Prove that the integral is equal to ##\pi^2/8##

[fresh_42]

@fresh_42 I found a solution to this integral here. Does it convince you?
I can't understand how they derived equation $(3)$ from equation $(2)$.

Looks nice at first sight. They say how to do it. Looks like a bit of work to check it. I'll go through it if I have some time. $\theta'$ has been my problem, too.

 

[Meden Agan]

Looks nice at first sight. They say how to do it. Looks like a bit of work to check it. I'll go through it if I have some time. $\theta'$ has been my problem, too.

Sure. But if you differentiate $\Theta(t) = \arcsin \left(\sqrt{E(t)}\right)$ with respect to $t$, you don't obtain the expression for $\Theta'(t)$ given by $(3)$.

 

[robphy]

@fresh_42 I found a solution to this integral here. Does it convince you?
I can't understand how they derived equation $(3)$ from equation $(2)$.

Sadly, there's no context.
Where did this integral arise?
What motivated the specific change of variables?
What characterizes the class of similar integrals solved by this method?
From what's presented, it seems it's "guess and check".

 

[pines-demon]

Sadly, there's no context.
Where did this integral arise?
What motivated the specific change of variables?
What characterizes the class of similar integrals solved by this method?
From what's presented, it seems it's "guess and check".

See post #26.

 

[fresh_42]

Sure. But if you differentiate $\Theta(t) = \arcsin \left(\sqrt{E(t)}\right)$ with respect to $t$, you don't obtain the expression for $\Theta'(t)$ given by $(3)$.

And if you do what he wrote, you won't obtain it either. $(2)$ results in a monster polynomial in $t,$ $\sin\theta$ and $\sin 2\theta.$ To claim "one arrives at" seems a bit too optimistic to me. Where does the root come from?

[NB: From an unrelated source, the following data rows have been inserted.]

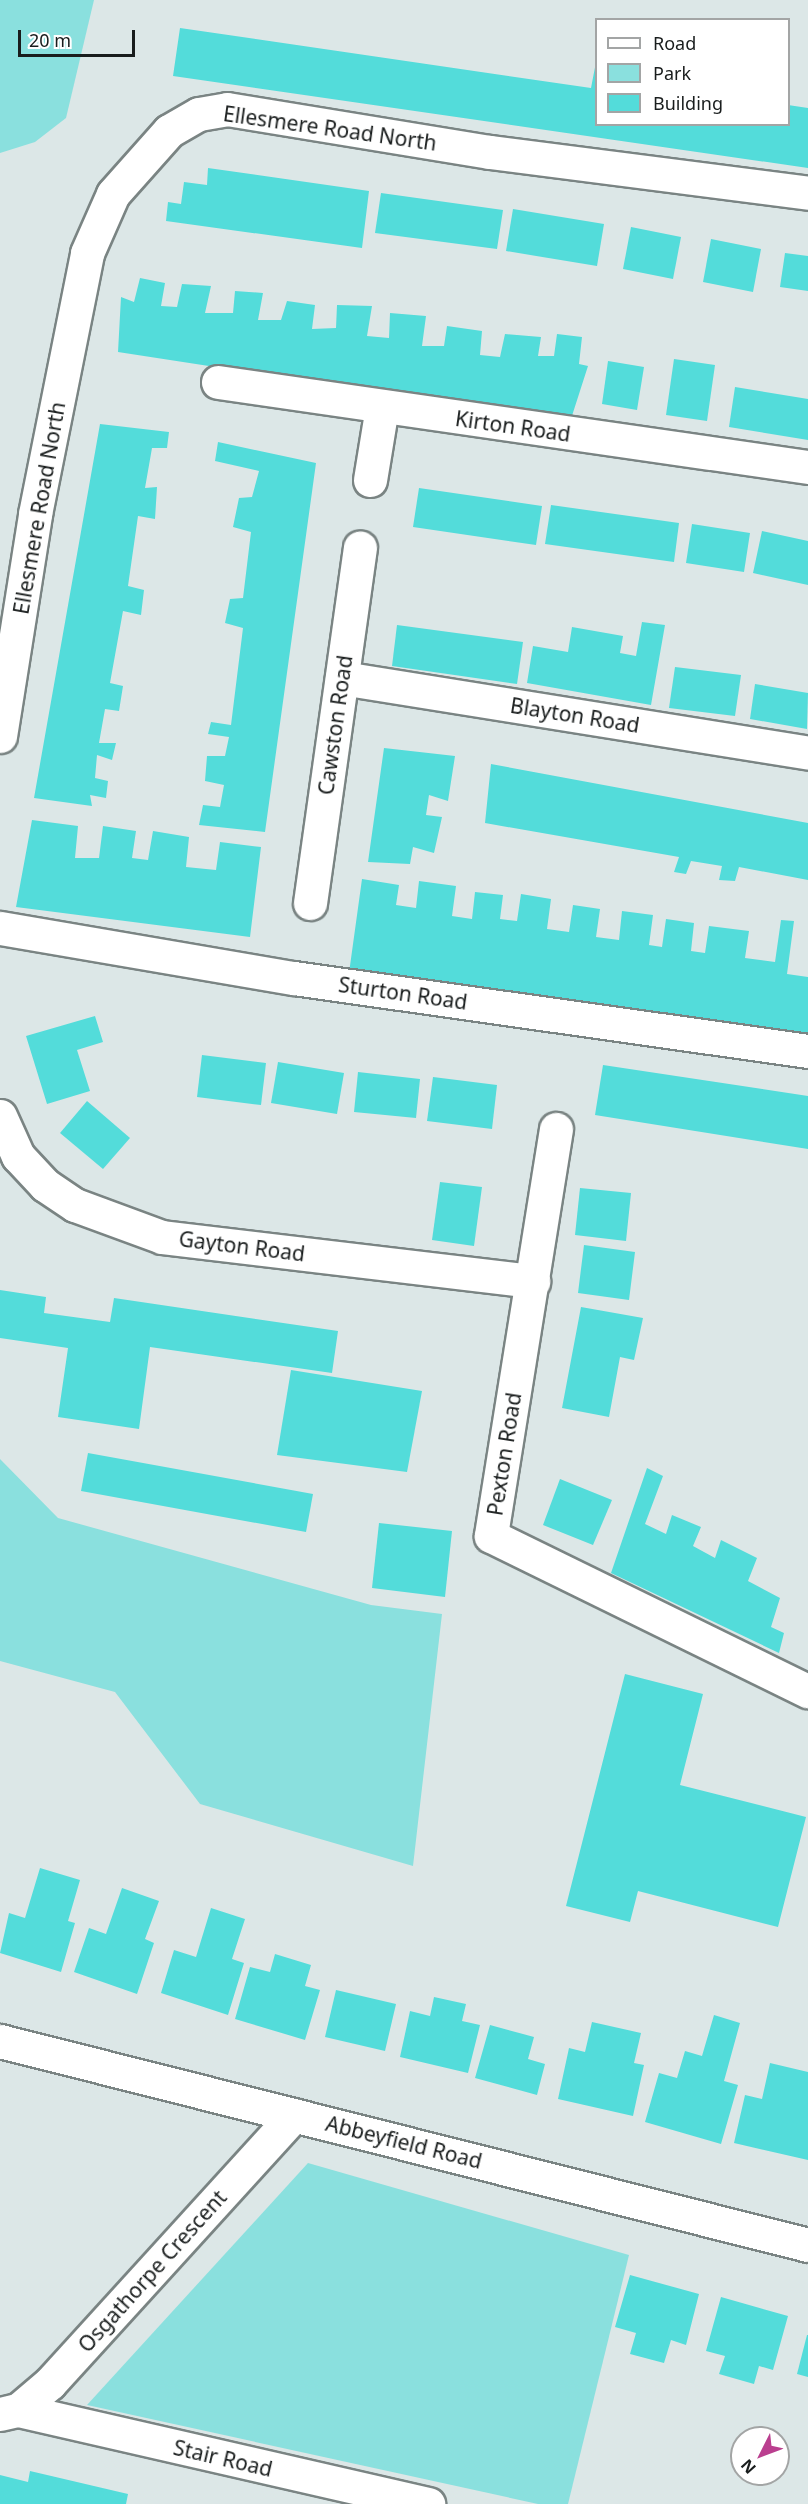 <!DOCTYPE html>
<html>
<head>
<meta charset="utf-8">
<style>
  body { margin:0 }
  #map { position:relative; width:808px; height:2504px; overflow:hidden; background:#dce7e7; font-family:"Noto Sans",sans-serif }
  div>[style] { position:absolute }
  .green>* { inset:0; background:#8ae0de }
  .building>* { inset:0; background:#53dcda }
  .roads { filter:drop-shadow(2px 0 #7a8483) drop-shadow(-2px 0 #7a8483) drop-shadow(0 2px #7a8483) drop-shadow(0 -2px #7a8483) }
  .minor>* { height:33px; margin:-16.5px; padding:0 16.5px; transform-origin:16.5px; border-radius:16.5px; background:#fff }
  span { translate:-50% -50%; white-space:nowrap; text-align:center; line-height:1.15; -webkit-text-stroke:4.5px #fff; paint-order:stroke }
  .street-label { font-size:21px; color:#191d1d }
  .legend { position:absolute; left:595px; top:18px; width:195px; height:108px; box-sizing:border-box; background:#fff; border:2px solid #a3a5a5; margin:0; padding:8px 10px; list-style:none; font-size:18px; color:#191d1d }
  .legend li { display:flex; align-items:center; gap:12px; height:30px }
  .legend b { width:30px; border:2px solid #a3a5a5 }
  .north { position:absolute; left:730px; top:2426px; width:60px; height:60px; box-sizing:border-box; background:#fff; border:2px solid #a3a5a5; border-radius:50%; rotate:228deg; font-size:16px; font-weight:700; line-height:24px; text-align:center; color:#191d1d }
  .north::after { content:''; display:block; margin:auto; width:21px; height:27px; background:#ba3f8f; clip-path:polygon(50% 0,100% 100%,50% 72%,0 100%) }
  .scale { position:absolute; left:18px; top:30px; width:117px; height:27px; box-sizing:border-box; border:3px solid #191d1d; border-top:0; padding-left:8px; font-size:18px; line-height:21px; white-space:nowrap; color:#191d1d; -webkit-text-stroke:4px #fff; paint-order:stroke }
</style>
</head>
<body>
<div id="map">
  <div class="green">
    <i style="clip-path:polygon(0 0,94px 0,66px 118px,35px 142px,0 153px)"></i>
    <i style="clip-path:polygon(0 1459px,58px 1518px,371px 1605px,442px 1614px,413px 1866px,200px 1804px,115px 1692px,0 1661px)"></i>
    <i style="clip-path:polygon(308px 2163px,629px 2255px,568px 2504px,538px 2504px,87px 2405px)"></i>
  </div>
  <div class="building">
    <i style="clip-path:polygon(180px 28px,591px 88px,596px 62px,596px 124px,788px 124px,788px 105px,808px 108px,808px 168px,173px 76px)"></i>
    <i style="clip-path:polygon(208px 168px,369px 191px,362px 248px,166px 221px,168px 202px,181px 204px,184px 182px,207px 185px)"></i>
    <i style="clip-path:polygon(381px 193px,503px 210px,497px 249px,375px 233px)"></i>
    <i style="clip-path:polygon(513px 209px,604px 224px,597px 266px,506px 251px)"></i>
    <i style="clip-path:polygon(631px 227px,681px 237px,673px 279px,623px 269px)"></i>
    <i style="clip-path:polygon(711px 239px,761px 249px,753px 292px,703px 282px)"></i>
    <i style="clip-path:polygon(785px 253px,808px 256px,808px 291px,780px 287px)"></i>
    <i style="clip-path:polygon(140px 278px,165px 283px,161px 306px,177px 307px,182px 284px,211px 286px,205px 313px,233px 313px,235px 291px,263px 293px,258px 320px,281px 320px,287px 301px,315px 305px,312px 329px,336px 328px,337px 305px,372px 306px,367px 336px,389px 338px,390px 313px,426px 316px,422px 346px,444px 346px,447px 326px,482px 331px,480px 355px,500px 357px,505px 334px,541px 337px,538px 356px,554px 356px,557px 334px,582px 337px,579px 364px,588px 366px,570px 422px,118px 352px,121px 297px,134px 302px)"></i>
    <i style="clip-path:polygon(674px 359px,715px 365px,707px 421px,666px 415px)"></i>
    <i style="clip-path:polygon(608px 361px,644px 367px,637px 410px,602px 404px)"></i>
    <i style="clip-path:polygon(735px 387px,808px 399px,808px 440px,729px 427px)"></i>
    <i style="clip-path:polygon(100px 424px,169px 432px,167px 448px,152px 448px,145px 488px,157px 487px,155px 519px,138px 516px,128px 586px,144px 590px,141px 615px,123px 611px,110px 683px,123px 686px,119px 711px,105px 709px,99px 743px,116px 743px,112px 760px,97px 755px,95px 778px,108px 781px,106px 798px,90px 795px,92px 806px,34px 798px)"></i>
    <i style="clip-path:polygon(218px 442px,316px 463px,265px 832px,199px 825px,203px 805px,220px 807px,224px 785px,205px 781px,207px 756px,225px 756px,229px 737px,208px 734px,211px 722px,231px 725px,243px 628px,225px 623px,230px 599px,243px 598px,251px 532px,233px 527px,239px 498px,252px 497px,259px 471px,215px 461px)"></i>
    <i style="clip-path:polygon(419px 488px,542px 506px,536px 545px,413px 527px)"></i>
    <i style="clip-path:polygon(551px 505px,679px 523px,674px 562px,545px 544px)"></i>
    <i style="clip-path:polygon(692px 524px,750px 533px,744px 572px,686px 563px)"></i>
    <i style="clip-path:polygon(762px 531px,808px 541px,808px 585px,753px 573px)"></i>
    <i style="clip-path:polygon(642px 622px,665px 625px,651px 705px,527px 683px,533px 646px,568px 652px,572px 627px,623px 636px,620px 653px,636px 656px)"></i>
    <i style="clip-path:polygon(397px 625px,523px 642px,517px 684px,392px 666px)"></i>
    <i style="clip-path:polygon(675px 667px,741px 675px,735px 716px,669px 708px)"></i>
    <i style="clip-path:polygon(755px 684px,808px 693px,807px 729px,750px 719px)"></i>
    <i style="clip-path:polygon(384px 748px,455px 756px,448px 801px,429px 795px,426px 815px,442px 817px,434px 853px,413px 847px,410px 864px,368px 862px)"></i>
    <i style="clip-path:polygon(491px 764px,808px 823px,808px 880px,739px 867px,735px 881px,719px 880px,722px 866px,691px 861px,686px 874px,674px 872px,679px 857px,485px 823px)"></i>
    <i style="clip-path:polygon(32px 820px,78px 826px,75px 858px,99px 858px,103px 826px,136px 831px,132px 858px,148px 860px,153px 831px,189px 837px,186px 867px,216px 870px,220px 842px,261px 847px,250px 937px,16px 907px)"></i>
    <i style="clip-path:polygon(362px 879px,399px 885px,396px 905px,416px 908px,419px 881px,456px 886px,452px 916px,472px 919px,475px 892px,503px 895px,500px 919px,517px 921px,521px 894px,551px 899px,547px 929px,569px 932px,573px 905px,600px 909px,596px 937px,619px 940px,622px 911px,653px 915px,649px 945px,662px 947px,666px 919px,694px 923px,691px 951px,705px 953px,709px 926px,749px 931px,745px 958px,775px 962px,781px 920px,794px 921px,787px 974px,808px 977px,808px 1039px,349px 973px)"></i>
    <i style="clip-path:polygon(95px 1016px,103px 1042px,77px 1050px,90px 1091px,47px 1104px,26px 1036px)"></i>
    <i style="clip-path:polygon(202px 1055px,266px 1063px,261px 1105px,197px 1097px)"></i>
    <i style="clip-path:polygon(278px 1062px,344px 1073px,337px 1114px,271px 1103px)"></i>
    <i style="clip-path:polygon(603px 1065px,808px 1096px,808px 1149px,595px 1115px)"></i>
    <i style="clip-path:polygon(358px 1072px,420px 1079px,416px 1118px,354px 1112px)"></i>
    <i style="clip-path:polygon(433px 1077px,497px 1085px,492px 1129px,427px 1121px)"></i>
    <i style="clip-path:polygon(87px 1101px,130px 1138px,103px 1169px,60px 1133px)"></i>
    <i style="clip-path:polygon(440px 1182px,482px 1187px,474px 1246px,432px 1240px)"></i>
    <i style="clip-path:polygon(580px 1188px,631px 1193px,626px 1241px,575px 1235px)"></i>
    <i style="clip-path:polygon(584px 1245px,635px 1252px,629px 1300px,578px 1293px)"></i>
    <i style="clip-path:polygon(0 1290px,46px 1297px,44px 1313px,110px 1322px,114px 1298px,338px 1331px,332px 1373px,150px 1347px,139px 1429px,58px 1417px,68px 1348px,0 1338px)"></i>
    <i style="clip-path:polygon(581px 1307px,643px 1318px,634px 1360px,620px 1357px,609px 1417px,562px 1408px)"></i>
    <i style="clip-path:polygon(291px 1370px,422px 1391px,407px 1472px,277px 1455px)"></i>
    <i style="clip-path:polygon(88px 1453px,313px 1494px,306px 1532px,81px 1491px)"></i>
    <i style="clip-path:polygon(647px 1468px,663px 1476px,645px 1524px,666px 1534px,672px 1515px,701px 1527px,693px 1546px,715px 1558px,721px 1540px,757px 1558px,748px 1581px,780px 1598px,771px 1627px,784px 1633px,779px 1653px,611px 1573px)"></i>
    <i style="clip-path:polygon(560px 1479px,612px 1500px,593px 1545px,543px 1525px)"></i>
    <i style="clip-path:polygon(379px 1523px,452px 1531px,445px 1597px,372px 1588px)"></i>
    <i style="clip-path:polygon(625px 1674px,703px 1694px,680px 1785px,806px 1817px,778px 1927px,638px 1891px,630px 1922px,566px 1906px)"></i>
    <i style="clip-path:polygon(40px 1868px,80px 1880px,68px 1921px,75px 1923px,61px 1972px,0 1953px,9px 1913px,25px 1918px)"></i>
    <i style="clip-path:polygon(122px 1888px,159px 1901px,145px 1939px,154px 1943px,137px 1994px,74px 1972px,89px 1928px,106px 1934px)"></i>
    <i style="clip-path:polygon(211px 1908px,245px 1919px,232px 1959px,244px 1963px,228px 2015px,161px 1993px,174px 1950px,196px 1957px)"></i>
    <i style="clip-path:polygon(275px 1954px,311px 1965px,305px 1986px,320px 1990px,305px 2040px,235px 2019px,250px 1967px,270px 1972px)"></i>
    <i style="clip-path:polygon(336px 1990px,396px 2004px,385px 2051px,325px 2037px)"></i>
    <i style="clip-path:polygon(434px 1997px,466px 2004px,462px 2021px,480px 2025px,468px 2073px,400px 2057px,410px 2011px,430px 2016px)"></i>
    <i style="clip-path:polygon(714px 2015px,740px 2023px,724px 2081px,738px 2085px,721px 2144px,645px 2122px,659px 2073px,677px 2078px,685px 2051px,702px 2056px)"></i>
    <i style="clip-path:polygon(592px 2022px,641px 2033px,634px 2063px,644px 2065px,633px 2116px,558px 2099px,569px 2048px,585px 2052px)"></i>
    <i style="clip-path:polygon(490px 2025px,534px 2037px,528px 2059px,545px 2064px,537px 2095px,475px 2078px)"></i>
    <i style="clip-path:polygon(770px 2063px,808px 2072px,808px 2160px,734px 2143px,745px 2095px,762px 2099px)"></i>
    <i style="clip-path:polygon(630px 2275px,699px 2294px,686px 2345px,671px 2340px,664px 2363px,630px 2354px,636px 2333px,615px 2327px)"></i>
    <i style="clip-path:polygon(721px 2297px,788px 2316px,773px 2370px,759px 2366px,754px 2384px,719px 2374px,725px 2356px,706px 2351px)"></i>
    <i style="clip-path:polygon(807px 2335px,808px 2335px,808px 2377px,797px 2374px)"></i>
    <i style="clip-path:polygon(30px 2471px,128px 2494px,126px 2504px,0 2504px,0 2475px,28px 2482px)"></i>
  </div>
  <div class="roads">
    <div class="minor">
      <i style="left:218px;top:382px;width:596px;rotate:8.2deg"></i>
      <i style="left:370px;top:480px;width:74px;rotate:-80.7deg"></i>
      <i style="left:342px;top:678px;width:472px;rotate:9.1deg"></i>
      <i style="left:0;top:736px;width:225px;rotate:-81deg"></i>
      <i style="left:35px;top:514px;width:266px;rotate:-78.7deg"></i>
      <i style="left:87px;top:253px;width:64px;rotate:-66.2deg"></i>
      <i style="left:113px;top:194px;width:84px;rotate:-48.4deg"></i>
      <i style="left:169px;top:131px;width:34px;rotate:-30deg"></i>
      <i style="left:199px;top:114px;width:28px;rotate:-10deg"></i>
      <i style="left:227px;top:109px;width:266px;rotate:9.3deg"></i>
      <i style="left:490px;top:152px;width:321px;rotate:7.3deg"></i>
      <i style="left:310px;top:903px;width:359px;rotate:-82deg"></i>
      <i style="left:0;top:928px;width:298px;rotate:9.7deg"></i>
      <i style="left:294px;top:978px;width:519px;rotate:8.08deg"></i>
      <i style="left:0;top:1116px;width:44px;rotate:65.8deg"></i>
      <i style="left:18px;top:1156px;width:40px;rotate:47deg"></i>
      <i style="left:45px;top:1185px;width:36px;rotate:34deg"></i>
      <i style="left:75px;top:1205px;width:93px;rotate:20.2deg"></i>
      <i style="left:162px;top:1237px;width:374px;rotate:6.8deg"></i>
      <i style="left:556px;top:1129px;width:412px;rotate:99.1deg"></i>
      <i style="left:491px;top:1536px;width:353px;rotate:26.1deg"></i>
      <i style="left:0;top:2041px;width:833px;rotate:14.17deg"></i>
      <i style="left:18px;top:2410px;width:421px;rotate:12.9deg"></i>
      <i style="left:0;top:2414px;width:18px;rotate:-13deg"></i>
      <i style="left:18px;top:2410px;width:42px;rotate:-40.2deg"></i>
      <i style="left:50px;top:2383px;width:362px;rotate:-47.7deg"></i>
    </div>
  </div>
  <div class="street-label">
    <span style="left:330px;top:128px;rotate:8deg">Ellesmere Road North</span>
    <span style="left:513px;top:426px;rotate:8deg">Kirton Road</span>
    <span style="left:39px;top:508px;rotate:-80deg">Ellesmere Road North</span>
    <span style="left:575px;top:715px;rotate:9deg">Blayton Road</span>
    <span style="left:335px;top:725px;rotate:-82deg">Cawston Road</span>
    <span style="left:403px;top:993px;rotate:8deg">Sturton Road</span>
    <span style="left:242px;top:1246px;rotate:7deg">Gayton Road</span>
    <span style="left:504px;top:1454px;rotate:-81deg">Pexton Road</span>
    <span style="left:404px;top:2142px;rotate:14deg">Abbeyfield Road</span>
    <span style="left:152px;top:2271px;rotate:-48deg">Osgathorpe Crescent</span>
    <span style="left:223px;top:2458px;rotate:13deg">Stair Road</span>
  </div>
  <ul class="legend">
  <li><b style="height:8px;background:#fff"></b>Road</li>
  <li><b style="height:16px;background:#8ae0de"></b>Park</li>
  <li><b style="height:16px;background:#53dcda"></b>Building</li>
  </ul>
  <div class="north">N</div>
  <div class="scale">20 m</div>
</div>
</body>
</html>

It looks as if he put all the trouble I had, and that prevented me from solving it, into these three words. Quite as if he calculated from behind and claimed what he needed to arrive at the correct number.

You are right. What would really be the clue we were looking for is still hidden. I have had all those formulas, too, at one or another stage of my attempts and failed between $(2)$ and $(3).$ To summarize it as "one arrives at" is perky.

 

[fresh_42]

I had something similar:
$$
I=2\int_0^a\left(\int_0^{\sqrt{f(\alpha)f(-\alpha)}} \dfrac{1}{\sqrt{1-t^2}}\,dt\right)\,d\alpha\, , \,a=\operatorname{arcsin}\left(1/\sqrt[4]{8}\right)
$$
The problem is the inner integral limit.